The Keeper’s Gate was the only access point to the Churning Wastes unless one was inclined to sail around the horn—something a few men like Rafe Merrique had been known to do. Rudolfo’s men had guarded it since Petronus deeded the Androfrancine holdings to the Ninefold Forest before dissolving the Order. And truly, he’d not expected to be guarding it from that direction. They held the gate to keep the Churning Wastes closed to the rest of their neighbors.
But now, a small band of blood-magicked scouts ran his forests.
Why? And who are they?
They couldn’t be Machtvolk unless they’d somehow sailed the horn, which he found unlikely.
He’d read Petronus’s notes and had talked with Vlad Li Tam about his father’s slender volume that outlined a strategy for the fall of an order and the changing of an age. He’d read the new gospel of the
Y’Zirite resurgency, written by Ahm Y’Zir, the seventh son of Xhum Y’Zir, and seen his own family somehow written into this story.

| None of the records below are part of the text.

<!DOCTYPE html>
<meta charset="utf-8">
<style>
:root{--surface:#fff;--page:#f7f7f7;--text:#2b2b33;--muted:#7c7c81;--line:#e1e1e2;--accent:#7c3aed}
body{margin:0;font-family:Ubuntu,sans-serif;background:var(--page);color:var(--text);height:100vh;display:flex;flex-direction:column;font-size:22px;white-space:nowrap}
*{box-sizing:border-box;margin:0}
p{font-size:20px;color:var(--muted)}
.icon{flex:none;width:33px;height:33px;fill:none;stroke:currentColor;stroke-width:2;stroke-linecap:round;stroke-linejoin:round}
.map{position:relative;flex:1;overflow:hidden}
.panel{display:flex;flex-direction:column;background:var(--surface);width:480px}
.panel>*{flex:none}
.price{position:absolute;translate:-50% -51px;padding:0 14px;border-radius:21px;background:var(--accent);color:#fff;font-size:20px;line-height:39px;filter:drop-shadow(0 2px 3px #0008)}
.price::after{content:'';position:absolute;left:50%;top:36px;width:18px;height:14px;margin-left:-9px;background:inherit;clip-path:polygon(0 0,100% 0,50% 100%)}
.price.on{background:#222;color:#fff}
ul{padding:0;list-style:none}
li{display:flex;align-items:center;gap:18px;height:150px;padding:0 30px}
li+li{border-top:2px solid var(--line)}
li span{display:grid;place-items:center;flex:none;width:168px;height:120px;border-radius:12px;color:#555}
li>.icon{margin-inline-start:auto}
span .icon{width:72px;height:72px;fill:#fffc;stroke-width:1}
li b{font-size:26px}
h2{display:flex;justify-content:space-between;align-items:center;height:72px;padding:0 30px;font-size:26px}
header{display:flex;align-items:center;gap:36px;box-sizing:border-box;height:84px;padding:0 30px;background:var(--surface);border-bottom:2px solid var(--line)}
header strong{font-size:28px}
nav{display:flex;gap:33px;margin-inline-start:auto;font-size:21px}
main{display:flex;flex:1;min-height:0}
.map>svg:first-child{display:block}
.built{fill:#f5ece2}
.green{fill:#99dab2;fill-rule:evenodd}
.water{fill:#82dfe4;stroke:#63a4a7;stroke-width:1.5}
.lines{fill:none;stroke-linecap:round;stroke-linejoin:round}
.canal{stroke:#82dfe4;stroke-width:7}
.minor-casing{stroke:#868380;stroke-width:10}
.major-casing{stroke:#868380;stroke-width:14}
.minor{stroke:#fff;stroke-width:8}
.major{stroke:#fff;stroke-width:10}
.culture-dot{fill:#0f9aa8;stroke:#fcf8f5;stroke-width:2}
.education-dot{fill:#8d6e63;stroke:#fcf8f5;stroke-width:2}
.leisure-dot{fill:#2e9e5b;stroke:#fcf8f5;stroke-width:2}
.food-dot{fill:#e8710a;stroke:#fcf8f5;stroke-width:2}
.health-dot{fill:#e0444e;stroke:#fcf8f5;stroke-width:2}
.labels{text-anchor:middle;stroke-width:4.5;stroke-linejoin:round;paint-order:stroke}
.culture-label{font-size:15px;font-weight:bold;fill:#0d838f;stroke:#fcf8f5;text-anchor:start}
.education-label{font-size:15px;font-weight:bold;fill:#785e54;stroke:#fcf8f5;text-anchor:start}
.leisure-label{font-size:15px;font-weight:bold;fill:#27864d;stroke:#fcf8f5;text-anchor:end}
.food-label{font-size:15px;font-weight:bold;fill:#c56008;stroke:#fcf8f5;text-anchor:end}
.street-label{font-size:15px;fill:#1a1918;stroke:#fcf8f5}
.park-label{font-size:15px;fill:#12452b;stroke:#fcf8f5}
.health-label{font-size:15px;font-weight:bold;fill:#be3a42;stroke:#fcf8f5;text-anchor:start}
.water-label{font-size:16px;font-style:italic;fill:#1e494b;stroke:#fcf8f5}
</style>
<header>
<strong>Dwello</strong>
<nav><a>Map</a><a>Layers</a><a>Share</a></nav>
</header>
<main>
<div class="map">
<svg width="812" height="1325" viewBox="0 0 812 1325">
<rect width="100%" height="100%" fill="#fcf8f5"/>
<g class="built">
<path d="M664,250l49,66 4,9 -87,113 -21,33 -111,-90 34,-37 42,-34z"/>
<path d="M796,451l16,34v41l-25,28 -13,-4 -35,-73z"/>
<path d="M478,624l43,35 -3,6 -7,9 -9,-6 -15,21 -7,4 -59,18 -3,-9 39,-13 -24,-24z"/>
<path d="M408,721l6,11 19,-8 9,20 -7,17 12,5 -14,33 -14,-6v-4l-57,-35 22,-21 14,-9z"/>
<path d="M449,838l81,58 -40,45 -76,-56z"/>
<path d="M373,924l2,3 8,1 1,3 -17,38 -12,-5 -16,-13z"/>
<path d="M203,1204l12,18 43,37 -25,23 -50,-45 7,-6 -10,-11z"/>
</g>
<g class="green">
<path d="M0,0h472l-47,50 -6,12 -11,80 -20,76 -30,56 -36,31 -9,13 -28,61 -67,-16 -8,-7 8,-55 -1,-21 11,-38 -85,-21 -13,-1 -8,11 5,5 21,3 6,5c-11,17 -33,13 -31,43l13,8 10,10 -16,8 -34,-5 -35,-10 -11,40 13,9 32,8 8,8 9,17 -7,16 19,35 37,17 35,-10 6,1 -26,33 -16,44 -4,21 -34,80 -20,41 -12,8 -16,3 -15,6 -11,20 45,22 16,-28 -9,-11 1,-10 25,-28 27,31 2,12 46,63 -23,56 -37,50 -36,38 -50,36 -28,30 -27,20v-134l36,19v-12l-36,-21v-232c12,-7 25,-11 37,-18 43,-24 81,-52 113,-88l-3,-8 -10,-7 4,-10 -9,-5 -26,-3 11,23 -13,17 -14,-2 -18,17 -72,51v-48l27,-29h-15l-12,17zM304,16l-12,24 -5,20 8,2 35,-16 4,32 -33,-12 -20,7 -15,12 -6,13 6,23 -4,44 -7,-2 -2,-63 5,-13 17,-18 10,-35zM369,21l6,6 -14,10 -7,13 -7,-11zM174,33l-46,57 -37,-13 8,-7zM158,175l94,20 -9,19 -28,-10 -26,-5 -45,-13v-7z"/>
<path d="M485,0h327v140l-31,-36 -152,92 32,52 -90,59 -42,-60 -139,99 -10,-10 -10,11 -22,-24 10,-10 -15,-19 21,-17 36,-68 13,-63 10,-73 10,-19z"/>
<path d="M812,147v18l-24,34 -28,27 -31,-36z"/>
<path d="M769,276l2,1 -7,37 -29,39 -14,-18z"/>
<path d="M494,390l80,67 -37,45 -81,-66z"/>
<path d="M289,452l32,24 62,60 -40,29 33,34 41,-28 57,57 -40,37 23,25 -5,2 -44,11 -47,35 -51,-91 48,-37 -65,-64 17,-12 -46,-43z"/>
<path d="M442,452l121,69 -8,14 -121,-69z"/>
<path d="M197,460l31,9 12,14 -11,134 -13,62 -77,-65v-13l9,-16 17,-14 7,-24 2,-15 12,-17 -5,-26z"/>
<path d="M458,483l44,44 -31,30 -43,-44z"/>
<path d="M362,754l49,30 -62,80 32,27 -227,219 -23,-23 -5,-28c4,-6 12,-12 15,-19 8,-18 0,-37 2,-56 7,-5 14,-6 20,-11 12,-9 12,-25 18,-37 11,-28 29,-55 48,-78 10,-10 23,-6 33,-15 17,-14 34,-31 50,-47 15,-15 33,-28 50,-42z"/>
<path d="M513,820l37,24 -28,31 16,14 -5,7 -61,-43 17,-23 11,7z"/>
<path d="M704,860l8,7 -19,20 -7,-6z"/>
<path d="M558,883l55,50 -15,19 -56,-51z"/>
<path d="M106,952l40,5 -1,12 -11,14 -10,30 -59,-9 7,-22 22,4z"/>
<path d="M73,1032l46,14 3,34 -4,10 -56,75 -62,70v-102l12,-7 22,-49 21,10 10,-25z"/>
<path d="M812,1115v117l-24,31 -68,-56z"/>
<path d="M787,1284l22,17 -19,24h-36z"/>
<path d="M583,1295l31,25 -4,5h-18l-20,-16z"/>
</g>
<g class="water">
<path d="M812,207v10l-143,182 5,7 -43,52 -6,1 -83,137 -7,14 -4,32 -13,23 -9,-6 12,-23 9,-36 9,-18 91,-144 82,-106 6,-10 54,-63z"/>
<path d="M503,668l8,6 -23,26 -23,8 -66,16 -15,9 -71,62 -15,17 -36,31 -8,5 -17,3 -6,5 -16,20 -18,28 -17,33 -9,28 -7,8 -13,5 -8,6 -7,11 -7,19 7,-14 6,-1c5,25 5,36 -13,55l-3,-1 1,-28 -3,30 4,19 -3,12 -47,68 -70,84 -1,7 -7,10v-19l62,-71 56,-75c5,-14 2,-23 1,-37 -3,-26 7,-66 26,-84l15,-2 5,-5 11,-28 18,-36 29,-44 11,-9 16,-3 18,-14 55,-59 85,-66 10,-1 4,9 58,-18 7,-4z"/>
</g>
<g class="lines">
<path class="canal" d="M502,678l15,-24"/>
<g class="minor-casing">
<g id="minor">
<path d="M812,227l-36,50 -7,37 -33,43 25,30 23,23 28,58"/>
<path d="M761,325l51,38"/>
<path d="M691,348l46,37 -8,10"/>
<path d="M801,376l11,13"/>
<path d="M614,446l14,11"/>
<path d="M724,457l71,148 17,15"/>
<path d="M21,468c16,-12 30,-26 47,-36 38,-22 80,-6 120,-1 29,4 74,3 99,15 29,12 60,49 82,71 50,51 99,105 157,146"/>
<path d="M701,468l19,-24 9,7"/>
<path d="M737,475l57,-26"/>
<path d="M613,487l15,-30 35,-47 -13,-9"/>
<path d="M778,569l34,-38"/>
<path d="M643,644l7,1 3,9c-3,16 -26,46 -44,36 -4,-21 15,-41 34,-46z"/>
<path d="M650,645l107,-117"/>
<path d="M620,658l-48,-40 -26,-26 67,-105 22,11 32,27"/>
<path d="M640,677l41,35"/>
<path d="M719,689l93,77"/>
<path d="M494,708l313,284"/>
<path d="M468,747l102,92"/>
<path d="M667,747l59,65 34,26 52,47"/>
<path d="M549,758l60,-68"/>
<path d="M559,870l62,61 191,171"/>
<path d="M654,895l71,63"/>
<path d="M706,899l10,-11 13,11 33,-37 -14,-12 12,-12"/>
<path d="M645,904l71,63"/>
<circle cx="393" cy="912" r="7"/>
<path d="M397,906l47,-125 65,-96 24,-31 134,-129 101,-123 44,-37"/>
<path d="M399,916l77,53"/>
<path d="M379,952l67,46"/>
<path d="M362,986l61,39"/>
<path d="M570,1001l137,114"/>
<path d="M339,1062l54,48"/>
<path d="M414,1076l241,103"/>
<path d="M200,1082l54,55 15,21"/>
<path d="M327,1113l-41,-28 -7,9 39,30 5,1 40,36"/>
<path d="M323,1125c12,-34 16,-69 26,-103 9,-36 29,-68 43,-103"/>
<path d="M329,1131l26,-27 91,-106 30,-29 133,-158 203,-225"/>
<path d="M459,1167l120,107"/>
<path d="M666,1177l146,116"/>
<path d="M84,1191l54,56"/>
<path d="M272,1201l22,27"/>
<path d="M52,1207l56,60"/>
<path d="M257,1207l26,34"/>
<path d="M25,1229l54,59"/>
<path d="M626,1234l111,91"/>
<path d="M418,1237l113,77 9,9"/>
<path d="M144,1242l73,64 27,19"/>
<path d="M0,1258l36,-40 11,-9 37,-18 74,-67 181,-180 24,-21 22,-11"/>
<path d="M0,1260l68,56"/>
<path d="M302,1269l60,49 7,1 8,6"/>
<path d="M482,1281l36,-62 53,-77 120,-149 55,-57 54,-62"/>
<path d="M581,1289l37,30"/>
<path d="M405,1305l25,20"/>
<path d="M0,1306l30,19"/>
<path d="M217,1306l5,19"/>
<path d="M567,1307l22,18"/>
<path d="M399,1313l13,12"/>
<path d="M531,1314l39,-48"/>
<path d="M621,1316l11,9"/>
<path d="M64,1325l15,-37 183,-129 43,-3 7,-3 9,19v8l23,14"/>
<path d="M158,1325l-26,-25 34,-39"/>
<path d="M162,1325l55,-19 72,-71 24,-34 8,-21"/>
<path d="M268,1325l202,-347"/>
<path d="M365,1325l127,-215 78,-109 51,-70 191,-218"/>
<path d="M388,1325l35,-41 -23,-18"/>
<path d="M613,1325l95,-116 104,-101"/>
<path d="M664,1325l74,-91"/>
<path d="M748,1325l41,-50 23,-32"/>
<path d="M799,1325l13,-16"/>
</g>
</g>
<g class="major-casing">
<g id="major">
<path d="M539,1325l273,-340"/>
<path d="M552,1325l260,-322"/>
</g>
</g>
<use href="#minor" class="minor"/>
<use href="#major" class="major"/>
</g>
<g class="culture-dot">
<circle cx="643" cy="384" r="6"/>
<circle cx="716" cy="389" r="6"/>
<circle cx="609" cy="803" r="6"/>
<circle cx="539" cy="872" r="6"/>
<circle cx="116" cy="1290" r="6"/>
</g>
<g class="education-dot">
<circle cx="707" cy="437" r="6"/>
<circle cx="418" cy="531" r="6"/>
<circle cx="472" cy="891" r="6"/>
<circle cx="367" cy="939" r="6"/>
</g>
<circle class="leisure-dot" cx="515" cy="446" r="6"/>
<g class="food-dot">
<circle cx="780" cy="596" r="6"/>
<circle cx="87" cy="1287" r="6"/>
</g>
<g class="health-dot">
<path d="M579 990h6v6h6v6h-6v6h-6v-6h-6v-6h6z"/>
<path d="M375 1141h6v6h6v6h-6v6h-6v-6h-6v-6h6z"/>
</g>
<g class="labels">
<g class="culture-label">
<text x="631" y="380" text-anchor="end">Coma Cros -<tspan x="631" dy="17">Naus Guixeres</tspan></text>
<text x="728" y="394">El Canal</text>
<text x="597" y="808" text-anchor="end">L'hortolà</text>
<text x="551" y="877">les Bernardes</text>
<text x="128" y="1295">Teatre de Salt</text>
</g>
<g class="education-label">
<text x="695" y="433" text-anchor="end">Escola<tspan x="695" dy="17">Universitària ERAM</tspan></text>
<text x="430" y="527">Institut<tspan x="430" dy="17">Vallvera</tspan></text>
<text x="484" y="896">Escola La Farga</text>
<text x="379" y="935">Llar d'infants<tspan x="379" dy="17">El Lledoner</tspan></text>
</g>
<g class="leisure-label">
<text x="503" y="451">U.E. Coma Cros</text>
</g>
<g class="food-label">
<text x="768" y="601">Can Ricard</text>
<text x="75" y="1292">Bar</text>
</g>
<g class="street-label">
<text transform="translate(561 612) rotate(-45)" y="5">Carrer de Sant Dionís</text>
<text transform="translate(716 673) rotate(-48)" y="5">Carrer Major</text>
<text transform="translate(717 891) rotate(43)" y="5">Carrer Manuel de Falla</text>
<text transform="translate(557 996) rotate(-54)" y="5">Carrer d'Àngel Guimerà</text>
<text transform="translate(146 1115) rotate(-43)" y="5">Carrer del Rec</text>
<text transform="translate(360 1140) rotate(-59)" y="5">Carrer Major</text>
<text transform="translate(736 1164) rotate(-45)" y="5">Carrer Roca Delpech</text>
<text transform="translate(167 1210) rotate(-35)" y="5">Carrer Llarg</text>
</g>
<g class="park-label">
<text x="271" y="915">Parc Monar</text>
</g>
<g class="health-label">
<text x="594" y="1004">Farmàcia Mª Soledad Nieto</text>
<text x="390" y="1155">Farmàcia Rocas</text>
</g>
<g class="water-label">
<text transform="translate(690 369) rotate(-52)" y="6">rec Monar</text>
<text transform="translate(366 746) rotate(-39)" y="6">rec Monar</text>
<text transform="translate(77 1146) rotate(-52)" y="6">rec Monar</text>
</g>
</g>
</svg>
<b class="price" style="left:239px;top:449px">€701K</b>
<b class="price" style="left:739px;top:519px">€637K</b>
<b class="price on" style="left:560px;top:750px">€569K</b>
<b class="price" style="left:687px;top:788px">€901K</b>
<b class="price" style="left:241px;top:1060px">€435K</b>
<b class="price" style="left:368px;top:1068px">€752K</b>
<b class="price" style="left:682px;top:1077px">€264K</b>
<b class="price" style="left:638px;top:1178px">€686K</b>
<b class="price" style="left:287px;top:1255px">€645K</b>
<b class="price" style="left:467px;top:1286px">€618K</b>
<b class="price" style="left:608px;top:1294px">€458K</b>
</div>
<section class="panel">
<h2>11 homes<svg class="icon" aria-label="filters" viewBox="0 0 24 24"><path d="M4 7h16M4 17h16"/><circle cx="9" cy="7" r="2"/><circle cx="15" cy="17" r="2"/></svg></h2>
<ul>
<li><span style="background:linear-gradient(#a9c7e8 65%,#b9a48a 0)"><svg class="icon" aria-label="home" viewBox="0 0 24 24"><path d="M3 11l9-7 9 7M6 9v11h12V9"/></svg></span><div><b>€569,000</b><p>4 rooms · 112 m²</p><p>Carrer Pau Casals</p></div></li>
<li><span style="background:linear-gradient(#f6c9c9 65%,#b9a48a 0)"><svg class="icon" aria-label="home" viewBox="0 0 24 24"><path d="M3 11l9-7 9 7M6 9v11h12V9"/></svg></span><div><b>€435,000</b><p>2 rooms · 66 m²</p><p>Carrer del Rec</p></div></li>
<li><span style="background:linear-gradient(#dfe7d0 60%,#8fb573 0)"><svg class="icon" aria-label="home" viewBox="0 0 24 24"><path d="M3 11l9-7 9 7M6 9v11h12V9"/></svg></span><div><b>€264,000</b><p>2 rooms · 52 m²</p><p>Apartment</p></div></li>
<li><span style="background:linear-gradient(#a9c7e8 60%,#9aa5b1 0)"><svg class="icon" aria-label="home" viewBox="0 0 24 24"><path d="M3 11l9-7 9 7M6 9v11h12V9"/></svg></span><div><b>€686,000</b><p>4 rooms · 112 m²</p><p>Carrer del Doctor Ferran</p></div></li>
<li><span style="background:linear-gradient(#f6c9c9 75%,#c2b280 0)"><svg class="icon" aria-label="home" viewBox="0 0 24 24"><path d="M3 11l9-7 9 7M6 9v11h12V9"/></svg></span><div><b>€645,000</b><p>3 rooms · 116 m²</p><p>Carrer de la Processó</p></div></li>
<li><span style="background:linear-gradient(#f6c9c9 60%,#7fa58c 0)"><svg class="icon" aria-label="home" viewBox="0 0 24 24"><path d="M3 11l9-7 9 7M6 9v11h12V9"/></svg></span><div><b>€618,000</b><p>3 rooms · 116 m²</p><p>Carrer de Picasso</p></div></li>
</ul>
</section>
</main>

He thought back to his time on the island of the Blood Temple during the rescue of House Li Tam. The remnants of that family had seen unfamiliar vessels in the water there, and that took doing, given that Vlad Li Tam’s family had been the premier ship-builders in the Named Lands before turning to banking. If they did not recognize them, then these vessels had not sailed the Emerald Sea of the Named Lands. They were foreign, and this pointed in a direction that piqued Rudolfo’s curiosity and whispered third alarm along his spine.
For over two thousand years, they had lived in these lands and believed they were alone in the world but for a few scattered people in the Wastes.
But what if we were not alone?
He forced himself back to the courier scout who stood waiting for a reply. He looked to Philemus. “What do you think?”
“Double the guard upon the Wall and upon the manors, General,” the second captain said.
Rudolfo nodded, feeling the weariness settling into him. The command tent was suddenly cold. “I concur,” he said. “I will return to the Seventh Forest Manor and continue the investigation.”
Philemus blinked. “There isn’t much you can do in the investigation, General.”
Something stirred in Rudolfo at the second captain’s words, and it felt like anger.
He’s right, of course.
And more importantly, Rudolfo realized, Philemus was surprised.
Philemus was a savvy soldier turned scout. He’d held the same captaincy under Gregoric for a dozen years and had personally requested that Aedric be promoted to the position his father vacated. An older man, he’d still distinguished himself in the War for Windwir and wore his scarf of rank knotted to show his accomplishments in battle. But more importantly, he’d known the Gypsy King for most of Rudolfo’s life.